The natural gases, generated in the liquid out core of the Earth, migrate upward and outward and further is trapped in the gas chambers in upper crustal rock mass. They make chemical and physical reactions with the surrounding rocks of the chamber. The chemical reactions release heat and produce lava, steam water H2O and other gases such as CO2, H2S and SO2. The oxygen O for the chemical reactions comes from the surrounding rocks. The lava has a less amount of oxygen than the surrounding rocks. The gas expansion and penetration power and the heat further break, weaken and soften the surrounding rock and make them into lavas, fragments, ashes and bombs. The pyroclastic deposits are carried out of the chamber by the gas expansion and uplift power and gradually form the cone-shape mountain after many small eruption events.

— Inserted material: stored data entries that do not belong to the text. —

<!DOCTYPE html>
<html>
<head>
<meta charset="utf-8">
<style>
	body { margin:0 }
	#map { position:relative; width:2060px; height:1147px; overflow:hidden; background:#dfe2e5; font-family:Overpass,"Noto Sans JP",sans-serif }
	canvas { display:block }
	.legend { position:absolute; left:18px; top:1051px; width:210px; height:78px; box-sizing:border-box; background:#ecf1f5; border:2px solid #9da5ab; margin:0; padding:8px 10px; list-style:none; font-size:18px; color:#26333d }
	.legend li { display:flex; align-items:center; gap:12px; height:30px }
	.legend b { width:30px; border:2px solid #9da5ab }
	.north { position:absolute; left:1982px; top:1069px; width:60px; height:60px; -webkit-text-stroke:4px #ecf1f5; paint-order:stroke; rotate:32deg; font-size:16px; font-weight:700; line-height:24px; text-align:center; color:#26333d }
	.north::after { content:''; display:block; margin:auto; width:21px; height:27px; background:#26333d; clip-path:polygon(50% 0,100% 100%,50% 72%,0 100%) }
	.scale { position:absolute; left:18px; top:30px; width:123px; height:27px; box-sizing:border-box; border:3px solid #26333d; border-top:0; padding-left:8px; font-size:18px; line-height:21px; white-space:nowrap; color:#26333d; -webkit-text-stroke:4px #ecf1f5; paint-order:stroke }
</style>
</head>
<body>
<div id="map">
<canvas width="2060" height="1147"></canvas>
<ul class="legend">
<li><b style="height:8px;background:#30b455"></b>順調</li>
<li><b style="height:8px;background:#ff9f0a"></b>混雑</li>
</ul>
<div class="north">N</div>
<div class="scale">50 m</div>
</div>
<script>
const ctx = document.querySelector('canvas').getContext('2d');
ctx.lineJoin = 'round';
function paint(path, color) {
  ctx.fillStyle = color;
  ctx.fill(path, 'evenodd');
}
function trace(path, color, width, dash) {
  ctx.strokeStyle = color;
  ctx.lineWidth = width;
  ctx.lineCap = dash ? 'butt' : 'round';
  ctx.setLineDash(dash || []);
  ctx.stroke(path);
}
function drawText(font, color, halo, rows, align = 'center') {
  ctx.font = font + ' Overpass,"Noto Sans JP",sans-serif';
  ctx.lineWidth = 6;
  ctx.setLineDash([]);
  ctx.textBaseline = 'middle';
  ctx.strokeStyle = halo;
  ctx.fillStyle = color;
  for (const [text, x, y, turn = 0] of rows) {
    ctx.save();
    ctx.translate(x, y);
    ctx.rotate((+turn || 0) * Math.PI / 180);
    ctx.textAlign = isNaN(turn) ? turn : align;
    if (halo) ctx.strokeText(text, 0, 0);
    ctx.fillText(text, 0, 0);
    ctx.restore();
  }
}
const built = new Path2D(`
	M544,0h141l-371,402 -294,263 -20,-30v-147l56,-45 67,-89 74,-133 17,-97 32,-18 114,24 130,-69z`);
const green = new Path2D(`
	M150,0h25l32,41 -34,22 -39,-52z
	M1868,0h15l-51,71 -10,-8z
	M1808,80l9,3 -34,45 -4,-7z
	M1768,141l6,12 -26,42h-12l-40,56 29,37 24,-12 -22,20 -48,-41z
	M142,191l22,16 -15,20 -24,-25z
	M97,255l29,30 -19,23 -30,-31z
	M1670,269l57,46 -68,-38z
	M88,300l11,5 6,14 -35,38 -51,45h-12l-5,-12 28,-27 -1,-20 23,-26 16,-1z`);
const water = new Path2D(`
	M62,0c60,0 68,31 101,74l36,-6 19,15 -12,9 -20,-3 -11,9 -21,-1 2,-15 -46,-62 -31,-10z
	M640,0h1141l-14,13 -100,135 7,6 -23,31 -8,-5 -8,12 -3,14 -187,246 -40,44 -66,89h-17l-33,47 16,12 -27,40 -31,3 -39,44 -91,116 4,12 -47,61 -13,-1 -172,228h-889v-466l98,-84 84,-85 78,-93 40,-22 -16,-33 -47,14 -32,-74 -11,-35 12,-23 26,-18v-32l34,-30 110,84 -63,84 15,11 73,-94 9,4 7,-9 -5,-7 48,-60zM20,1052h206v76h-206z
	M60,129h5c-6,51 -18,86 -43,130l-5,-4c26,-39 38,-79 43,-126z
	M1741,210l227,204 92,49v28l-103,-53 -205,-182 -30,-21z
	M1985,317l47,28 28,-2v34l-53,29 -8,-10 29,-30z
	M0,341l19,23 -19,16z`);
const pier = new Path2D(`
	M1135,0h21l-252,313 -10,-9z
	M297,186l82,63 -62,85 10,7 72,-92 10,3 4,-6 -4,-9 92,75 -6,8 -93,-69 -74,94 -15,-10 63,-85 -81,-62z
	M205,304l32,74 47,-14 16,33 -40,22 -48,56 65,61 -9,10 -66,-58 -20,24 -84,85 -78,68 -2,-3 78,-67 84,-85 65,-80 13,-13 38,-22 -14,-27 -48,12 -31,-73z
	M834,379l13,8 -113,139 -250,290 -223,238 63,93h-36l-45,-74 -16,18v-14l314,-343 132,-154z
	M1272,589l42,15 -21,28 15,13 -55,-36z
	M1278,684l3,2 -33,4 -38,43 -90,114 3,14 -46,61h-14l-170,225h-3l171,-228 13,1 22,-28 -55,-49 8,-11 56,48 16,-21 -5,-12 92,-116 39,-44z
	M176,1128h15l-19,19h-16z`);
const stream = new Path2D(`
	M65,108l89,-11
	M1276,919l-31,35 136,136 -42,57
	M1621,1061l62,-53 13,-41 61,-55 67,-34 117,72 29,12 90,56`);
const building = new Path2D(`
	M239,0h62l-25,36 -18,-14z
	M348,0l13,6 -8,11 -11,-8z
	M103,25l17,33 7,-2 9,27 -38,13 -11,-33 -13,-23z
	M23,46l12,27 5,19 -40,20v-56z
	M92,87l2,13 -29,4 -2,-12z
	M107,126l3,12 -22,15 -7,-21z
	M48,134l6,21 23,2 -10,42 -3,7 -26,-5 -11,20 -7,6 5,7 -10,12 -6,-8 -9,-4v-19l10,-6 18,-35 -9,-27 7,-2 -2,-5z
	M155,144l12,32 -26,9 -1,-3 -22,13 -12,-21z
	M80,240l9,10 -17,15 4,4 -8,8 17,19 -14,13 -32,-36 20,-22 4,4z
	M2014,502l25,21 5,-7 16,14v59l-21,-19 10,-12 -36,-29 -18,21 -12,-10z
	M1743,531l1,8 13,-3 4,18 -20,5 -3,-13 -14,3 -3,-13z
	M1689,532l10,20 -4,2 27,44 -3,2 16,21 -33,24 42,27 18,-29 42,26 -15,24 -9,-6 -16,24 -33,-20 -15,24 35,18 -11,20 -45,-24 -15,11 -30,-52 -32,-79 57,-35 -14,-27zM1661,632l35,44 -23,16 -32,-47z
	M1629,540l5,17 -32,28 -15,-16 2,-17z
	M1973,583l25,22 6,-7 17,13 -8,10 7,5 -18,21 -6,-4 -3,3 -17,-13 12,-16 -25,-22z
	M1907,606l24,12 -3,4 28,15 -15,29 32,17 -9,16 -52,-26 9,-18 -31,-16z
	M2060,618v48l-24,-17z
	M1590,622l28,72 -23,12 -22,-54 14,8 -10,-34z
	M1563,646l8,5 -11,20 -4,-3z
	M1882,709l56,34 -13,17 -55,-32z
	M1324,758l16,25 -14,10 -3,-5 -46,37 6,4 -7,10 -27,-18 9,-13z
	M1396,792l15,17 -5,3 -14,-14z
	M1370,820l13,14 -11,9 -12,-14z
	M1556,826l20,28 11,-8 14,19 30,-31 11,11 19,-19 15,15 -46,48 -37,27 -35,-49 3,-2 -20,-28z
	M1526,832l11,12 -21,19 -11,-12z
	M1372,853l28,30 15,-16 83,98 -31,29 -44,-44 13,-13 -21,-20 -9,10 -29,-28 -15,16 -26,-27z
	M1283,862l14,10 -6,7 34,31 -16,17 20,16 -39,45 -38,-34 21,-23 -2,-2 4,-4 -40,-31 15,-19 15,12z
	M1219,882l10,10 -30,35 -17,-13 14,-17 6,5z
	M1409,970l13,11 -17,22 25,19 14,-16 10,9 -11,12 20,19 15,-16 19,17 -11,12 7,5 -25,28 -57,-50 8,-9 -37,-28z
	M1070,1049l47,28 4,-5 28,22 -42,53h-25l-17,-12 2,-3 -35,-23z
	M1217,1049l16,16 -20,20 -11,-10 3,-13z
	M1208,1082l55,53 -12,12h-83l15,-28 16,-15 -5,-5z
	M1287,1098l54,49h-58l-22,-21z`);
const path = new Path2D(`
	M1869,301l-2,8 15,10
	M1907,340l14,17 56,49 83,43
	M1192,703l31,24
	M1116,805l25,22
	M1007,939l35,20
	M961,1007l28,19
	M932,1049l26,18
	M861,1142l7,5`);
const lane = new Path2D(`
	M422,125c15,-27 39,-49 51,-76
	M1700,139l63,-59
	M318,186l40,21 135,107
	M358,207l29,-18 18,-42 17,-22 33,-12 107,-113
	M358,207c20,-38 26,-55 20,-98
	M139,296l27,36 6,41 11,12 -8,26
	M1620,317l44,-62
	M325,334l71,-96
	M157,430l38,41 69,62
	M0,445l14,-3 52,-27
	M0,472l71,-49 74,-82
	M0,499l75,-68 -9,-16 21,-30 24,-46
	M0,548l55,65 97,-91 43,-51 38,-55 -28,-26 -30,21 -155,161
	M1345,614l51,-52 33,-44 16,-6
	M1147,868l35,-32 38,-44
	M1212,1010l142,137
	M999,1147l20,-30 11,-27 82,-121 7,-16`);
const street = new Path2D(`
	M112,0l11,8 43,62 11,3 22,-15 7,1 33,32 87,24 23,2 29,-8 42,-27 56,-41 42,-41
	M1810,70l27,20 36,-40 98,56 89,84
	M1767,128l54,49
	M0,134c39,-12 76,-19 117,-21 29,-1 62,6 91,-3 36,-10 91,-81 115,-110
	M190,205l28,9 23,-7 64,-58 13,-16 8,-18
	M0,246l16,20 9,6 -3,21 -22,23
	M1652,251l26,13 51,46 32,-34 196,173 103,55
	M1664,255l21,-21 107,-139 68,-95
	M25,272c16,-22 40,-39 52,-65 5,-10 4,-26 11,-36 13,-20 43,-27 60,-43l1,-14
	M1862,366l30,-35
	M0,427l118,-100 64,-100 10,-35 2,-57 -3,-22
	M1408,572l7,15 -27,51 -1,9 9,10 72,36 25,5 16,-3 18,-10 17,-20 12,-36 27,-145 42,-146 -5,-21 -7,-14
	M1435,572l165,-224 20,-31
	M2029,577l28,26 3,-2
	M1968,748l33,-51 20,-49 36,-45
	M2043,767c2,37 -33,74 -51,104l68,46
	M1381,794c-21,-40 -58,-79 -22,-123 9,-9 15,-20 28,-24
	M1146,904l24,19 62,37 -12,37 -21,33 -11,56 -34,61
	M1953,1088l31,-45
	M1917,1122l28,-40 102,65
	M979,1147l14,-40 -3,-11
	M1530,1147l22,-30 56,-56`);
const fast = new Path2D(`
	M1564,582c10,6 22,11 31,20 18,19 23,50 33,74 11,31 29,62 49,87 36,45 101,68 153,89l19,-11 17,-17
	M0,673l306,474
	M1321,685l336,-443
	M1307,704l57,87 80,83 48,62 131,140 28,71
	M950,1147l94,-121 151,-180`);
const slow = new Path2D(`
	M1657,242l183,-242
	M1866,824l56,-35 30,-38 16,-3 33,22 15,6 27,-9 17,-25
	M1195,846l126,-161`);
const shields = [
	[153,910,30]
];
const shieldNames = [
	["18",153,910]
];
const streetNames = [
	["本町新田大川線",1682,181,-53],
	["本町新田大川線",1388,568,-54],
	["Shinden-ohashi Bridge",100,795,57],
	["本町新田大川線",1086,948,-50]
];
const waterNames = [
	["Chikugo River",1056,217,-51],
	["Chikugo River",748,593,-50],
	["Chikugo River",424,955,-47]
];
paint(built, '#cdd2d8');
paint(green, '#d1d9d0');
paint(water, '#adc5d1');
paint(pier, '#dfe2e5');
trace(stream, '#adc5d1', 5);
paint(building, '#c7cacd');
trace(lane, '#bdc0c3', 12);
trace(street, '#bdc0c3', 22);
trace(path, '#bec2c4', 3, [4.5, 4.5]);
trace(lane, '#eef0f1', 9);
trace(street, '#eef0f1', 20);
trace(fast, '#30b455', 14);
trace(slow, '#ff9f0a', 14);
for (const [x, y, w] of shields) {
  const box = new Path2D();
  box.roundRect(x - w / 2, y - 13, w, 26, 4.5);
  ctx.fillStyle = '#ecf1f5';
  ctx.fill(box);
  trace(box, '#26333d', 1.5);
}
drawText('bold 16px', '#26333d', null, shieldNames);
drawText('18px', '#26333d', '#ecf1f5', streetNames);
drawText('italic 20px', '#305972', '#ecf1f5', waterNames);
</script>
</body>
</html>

The surrounding crust loses its rocks, the gas-rock reaction chamber becomes larger and larger, and the cone-shape mountain also becomes larger and larger. Eventually, the last eruption occurs and can breaks the upper crustal rocks and the cone-shaped mountain. The pyroclastic rocks forming the cone-shaped mountain collapse into the chamber space, where a basin or lake can be formed. Subsequently, a caldera is appeared at the former large cone-shaped mountain site.

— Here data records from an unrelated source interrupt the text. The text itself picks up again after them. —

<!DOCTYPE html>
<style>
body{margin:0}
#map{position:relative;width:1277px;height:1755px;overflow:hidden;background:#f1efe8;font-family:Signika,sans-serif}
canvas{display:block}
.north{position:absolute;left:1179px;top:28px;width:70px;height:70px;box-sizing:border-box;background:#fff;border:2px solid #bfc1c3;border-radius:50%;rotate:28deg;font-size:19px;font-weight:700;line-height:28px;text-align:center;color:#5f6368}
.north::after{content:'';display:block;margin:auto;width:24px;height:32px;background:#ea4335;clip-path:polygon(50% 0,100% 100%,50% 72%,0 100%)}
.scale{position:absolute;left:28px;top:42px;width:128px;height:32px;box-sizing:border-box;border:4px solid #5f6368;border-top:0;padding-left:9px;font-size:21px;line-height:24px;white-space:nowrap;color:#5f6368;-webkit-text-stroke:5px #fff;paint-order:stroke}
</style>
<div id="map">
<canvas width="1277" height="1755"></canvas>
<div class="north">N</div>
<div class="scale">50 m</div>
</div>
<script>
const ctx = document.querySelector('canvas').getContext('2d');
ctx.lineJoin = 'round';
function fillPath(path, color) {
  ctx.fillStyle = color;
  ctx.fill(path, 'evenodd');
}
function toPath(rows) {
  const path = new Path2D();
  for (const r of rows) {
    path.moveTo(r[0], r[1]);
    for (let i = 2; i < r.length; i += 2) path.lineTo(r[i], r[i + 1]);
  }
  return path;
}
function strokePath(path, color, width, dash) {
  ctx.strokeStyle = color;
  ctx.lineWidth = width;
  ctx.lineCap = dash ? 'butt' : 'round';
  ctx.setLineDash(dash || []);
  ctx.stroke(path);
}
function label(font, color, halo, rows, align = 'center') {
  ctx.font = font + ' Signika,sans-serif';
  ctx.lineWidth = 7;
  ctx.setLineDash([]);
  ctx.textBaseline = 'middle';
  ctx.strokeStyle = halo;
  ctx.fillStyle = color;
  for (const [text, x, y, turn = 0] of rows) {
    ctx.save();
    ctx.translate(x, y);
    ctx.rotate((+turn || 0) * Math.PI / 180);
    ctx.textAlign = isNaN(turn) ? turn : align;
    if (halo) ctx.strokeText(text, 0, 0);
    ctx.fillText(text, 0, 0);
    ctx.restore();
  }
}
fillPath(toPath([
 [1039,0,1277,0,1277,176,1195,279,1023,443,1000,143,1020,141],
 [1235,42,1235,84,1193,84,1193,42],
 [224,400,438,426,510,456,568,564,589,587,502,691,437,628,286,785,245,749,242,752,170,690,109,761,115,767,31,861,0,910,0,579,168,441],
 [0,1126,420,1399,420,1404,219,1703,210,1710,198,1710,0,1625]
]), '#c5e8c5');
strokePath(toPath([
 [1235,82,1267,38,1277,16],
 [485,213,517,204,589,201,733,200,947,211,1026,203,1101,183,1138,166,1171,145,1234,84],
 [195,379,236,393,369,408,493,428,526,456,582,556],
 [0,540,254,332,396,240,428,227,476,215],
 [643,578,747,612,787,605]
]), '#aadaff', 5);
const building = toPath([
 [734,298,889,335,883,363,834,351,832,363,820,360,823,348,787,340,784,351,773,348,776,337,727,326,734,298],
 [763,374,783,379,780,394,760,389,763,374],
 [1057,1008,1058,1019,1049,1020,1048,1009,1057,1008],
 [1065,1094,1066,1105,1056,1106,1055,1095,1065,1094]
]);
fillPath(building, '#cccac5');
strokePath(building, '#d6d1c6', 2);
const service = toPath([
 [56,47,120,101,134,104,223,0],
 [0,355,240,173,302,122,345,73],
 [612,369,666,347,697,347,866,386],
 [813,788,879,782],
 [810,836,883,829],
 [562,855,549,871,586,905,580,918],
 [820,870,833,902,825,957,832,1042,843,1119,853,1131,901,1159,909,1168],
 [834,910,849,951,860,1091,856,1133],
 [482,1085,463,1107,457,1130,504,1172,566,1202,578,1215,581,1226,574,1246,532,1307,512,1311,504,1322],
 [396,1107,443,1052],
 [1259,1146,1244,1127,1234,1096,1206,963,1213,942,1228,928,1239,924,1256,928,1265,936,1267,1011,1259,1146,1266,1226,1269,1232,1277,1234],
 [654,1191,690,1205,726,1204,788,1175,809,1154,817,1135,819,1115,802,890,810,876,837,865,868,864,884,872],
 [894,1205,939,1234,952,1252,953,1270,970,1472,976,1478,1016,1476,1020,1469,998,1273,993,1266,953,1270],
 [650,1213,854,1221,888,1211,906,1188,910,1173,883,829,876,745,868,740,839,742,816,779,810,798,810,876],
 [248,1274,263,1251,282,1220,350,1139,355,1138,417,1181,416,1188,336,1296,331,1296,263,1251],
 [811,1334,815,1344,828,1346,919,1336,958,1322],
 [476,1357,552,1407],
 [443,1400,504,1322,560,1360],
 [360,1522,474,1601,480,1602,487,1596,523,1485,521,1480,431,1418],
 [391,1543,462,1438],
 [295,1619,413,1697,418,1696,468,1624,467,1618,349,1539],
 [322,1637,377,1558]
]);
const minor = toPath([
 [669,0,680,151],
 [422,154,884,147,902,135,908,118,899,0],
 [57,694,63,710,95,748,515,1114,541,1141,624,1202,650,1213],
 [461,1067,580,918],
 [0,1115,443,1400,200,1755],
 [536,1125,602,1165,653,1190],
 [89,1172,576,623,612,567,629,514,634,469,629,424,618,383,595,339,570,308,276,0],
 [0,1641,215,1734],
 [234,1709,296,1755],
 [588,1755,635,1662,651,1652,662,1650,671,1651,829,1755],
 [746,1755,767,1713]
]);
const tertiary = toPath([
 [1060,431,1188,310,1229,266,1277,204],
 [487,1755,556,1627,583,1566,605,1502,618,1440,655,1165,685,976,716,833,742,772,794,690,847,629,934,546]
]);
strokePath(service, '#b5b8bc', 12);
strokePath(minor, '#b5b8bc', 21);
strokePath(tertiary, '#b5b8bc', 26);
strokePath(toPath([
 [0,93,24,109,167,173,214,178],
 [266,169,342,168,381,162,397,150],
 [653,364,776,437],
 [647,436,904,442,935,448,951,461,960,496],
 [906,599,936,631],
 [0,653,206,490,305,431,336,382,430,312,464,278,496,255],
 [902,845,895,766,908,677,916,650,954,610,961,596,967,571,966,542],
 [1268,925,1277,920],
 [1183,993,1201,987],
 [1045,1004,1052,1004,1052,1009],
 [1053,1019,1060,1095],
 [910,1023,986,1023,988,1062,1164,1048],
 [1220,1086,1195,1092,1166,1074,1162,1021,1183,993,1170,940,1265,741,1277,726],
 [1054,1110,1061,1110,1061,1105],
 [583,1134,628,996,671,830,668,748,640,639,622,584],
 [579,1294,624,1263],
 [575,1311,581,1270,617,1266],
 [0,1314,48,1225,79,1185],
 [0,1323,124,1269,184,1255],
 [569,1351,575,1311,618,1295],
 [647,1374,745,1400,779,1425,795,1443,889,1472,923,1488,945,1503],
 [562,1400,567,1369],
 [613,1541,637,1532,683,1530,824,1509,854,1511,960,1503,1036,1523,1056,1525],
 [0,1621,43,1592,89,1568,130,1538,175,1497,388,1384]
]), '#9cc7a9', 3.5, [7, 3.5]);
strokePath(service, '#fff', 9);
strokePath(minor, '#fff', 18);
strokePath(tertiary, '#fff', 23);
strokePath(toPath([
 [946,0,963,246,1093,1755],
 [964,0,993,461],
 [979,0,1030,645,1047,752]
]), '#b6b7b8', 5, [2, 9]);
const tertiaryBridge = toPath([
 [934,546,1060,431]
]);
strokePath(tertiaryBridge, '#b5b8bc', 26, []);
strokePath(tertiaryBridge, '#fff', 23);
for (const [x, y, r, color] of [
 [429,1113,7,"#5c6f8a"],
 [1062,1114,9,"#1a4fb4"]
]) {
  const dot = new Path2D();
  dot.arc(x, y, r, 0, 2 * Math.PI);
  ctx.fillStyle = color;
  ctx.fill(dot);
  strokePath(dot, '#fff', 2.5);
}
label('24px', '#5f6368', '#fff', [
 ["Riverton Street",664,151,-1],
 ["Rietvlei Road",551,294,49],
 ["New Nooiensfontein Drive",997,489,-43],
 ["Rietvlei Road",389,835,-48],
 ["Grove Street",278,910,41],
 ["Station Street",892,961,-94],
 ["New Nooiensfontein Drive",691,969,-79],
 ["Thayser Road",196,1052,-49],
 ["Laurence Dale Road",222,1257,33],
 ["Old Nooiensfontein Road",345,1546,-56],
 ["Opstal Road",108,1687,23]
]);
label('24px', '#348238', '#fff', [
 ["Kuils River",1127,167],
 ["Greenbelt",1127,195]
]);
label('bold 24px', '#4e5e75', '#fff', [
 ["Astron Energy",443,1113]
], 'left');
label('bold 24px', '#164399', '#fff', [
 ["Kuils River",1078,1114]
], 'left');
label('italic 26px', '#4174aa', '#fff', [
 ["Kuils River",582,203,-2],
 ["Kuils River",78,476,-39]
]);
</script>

The rapid eruption of expanding gases results in the obliteration and fragmentation of magma and rock. The greater the explosivity, the greater the amount of fragmentation. Individual eruptive fragments are called pyroclasts (“fire fragments”). Tephra (Greek, for ash) is a generic term for any airborne pyroclastic accumulation. Whereas tephra is unconsolidated, a pyroclastic rock is produced from the consolidation of pyroclastic accumulations into a coherent rock type.
Recording of the Tech Talk
  • The tech talk will be organized online via ZOOM on 27th January 2022 (Thursday), 2:30 pm.
About the speaker

Professor Z.Q. Yue Quentin

Zhong-qi Quentin Yue is a professor in geotechnical engineering at the Department of Civil Engineering, The University of Hong Kong (HKU). He obtained the BSc and MSc education in geology & earthquake from Peking University (1979-1986), and the PhD education in geotechnical engineering from Carleton University (1988-1992). Prior to joining HKU in December 1999, He had about ten-years rock and soil engineering experience at CIGIS in Beijing (1986-1988), IRC/NRC in Ottawa (1992-1996), and Halcrow in Hong Kong (1996-1999).

His teaching and research interests include 1) Geotechnical engineering for urban development and land reclamation and 2) Methane-based theory of earthquakes and volcanoes and the Earth. He has published more than 400 referred publications, delivered more than 600 lectures and/or keynotes at international and regional conferences and universities and institutions worldwide. He is a chartered geotechnical engineer in Hong Kong, an editorial board member of 10 scholarly journals, an academic committee member of 6 key research laboratories, as well as a peer reviewer of more than 500 papers from more than 90 scholarly international journals.

He has received some awards and recognitions including the NSERC-Canadian Government Laboratory Post-Doctoral Fellowship in 1992, the MAO Yi-Sheng Soil Mechanics and Geotechnical Engineering Youth Award in 2006, the NSFC Young Researcher Grant Award in 2007, the Excellent Contributions Award from IACMAG in 2008, the Outstanding Contribution in Reviewing Journal of Rock Mechanics and Geotechnical Engineering in 2017, the Outstanding Contribution Award from Chinese Alliance for Simulation-Based Engineering and Science, Three research project awards in the category of natural science from CSRME in 2018, 2019 and 2020, respectively, and the 2020 Outstanding Team Teaching Award of HKU Faculty of Engineering.

Particularly, Professor Yue has discovered and derived the Mathematical Solutions of Decoupled Matrix Formulation and Closed-form Singularities for a Group of Three-dimensional Problems of Classical Elasticity in Functionally Graded and Layered Materials. Some researchers have named this research finding as “Yue’s approach”, “Yue’s treatment”, “Yue’s method” and/or “Yue’s solution” in their publications.